Left Arm Splints Significantly Degrade DrivingLast Updated: October 29, 2010. Immobilization of a limb does not prevent many people from driving, but wearing an arm splint appears to have a detrimental effect on this skill, according to research published in the Oct. 6 issue of the Journal of Bone & Joint Surgery.
FRIDAY, Oct. 29 (HealthDay News) -- Immobilization of a limb does not prevent many people from driving, but wearing an arm splint appears to have a detrimental effect on this skill, according to research published in the Oct. 6 issue of the Journal of Bone & Joint Surgery.

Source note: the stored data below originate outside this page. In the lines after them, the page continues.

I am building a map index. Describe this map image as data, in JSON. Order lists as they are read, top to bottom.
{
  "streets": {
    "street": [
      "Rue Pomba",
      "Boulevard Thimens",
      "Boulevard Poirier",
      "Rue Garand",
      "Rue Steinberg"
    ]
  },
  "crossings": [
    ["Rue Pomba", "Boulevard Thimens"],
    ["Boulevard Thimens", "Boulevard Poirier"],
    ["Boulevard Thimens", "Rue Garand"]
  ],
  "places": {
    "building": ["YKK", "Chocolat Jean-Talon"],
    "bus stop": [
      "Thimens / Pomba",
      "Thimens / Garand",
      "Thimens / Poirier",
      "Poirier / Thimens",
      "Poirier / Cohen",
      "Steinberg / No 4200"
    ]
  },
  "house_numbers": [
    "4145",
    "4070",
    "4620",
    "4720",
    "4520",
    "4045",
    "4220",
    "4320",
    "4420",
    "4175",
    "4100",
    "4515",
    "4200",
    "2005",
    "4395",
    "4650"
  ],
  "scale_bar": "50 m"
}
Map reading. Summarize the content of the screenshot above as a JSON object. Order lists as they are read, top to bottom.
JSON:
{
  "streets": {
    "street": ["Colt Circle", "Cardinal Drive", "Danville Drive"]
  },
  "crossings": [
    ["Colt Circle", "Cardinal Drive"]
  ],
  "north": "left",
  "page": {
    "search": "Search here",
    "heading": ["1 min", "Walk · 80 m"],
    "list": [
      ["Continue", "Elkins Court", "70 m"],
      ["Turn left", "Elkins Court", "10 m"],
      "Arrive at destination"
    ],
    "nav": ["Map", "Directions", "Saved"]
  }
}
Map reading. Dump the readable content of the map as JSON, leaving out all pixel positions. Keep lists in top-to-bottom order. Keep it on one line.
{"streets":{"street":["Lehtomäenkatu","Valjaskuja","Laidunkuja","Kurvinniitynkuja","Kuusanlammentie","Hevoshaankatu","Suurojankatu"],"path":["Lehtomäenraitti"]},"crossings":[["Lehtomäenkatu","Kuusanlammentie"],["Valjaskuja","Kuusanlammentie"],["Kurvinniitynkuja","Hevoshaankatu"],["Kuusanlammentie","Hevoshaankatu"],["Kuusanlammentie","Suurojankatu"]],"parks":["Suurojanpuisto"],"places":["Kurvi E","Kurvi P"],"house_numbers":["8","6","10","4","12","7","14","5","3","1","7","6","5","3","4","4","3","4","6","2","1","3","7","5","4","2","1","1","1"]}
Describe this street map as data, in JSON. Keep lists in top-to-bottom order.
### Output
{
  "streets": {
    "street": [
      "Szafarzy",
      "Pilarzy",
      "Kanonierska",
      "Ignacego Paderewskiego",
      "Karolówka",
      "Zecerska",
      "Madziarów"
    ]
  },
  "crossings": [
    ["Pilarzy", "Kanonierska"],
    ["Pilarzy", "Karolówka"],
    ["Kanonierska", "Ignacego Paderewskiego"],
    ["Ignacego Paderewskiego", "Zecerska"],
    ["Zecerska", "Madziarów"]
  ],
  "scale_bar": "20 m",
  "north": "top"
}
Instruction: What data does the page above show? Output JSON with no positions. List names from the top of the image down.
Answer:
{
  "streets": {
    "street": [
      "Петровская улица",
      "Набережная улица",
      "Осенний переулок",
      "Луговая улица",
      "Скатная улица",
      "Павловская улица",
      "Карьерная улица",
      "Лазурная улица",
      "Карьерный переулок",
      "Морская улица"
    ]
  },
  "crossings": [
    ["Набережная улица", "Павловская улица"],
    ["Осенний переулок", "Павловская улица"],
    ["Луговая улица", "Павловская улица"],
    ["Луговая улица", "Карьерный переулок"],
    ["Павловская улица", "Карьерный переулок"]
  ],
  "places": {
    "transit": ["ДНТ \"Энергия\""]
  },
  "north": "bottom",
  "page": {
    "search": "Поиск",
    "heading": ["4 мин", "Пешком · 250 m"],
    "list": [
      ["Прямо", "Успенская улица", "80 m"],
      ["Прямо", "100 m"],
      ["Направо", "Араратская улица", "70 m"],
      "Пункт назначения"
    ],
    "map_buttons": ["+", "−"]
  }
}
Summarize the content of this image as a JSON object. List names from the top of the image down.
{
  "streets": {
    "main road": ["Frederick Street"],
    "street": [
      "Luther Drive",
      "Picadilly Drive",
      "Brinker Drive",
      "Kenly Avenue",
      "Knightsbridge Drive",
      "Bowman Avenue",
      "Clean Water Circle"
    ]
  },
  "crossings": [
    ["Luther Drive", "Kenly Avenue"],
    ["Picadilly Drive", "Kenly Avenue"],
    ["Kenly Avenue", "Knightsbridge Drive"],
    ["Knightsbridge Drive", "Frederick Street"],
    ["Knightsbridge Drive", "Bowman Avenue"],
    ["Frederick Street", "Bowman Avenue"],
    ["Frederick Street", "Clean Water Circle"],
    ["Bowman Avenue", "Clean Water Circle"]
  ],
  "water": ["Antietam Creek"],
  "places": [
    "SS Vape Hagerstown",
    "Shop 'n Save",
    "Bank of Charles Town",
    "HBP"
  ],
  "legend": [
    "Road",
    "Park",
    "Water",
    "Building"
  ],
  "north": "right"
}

Paul Y. Chong, M.D., of the Vanderbilt University Medical Center in Nashville, and colleagues analyzed the performance of 30 officers-in-training while they completed a drivers' course while wearing a sequence of fiberglass splints to determine if the immobilization of an arm has a detrimental effect on driving.
The researchers found a significant decrease in performance (i.e., cone-adjusted time) with left arm in an above-the-elbow thumb spica splint or in a below-the-elbow splint. Forward-only course section analyses revealed poorer performance in all splints; the worst performance was in those wearing a left arm above-the-elbow thumb spica splint, which was perceived to have the highest difficulty and lowest safety. The authors concluded this was likely due to visual and spatial constraints with a left-sided driver seat.
"Driving performance as measured with a standardized track and scoring system was significantly degraded with splint immobilization of the left arm. Further studies are required to determine the effect of arm immobilization on normal driving conditions," the authors write.